What needs to be done: Reproduce the entries exactly, beginning with the line containing "Build a gazetteer" and ending with their last line, both included.

Data for this exercise:
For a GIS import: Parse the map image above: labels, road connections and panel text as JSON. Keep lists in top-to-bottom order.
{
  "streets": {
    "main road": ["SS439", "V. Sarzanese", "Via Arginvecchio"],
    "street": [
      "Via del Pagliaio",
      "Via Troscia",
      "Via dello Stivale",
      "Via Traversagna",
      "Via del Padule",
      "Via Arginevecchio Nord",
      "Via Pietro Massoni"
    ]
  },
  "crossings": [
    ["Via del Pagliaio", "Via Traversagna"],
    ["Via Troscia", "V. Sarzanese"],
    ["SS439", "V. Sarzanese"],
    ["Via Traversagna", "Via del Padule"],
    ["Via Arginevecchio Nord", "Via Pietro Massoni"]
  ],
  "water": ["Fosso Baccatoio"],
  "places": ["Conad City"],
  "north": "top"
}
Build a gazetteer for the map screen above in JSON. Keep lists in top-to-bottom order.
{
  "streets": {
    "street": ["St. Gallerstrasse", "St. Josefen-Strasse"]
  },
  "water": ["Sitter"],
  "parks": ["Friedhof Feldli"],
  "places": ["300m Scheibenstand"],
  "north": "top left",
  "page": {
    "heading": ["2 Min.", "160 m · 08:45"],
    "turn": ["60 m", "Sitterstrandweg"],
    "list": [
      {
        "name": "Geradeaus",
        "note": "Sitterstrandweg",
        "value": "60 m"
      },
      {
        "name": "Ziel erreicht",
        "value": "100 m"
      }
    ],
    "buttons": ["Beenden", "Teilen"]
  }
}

Expected output:
Build a gazetteer for the map screen above in JSON. Keep lists in top-to-bottom order.
{
  "streets": {
    "street": ["St. Gallerstrasse", "St. Josefen-Strasse"]
  },
  "water": ["Sitter"],
  "parks": ["Friedhof Feldli"],
  "places": ["300m Scheibenstand"],
  "north": "top left",
  "page": {
    "heading": ["2 Min.", "160 m · 08:45"],
    "turn": ["60 m", "Sitterstrandweg"],
    "list": [
      {
        "name": "Geradeaus",
        "note": "Sitterstrandweg",
        "value": "60 m"
      },
      {
        "name": "Ziel erreicht",
        "value": "100 m"
      }
    ],
    "buttons": ["Beenden", "Teilen"]
  }
}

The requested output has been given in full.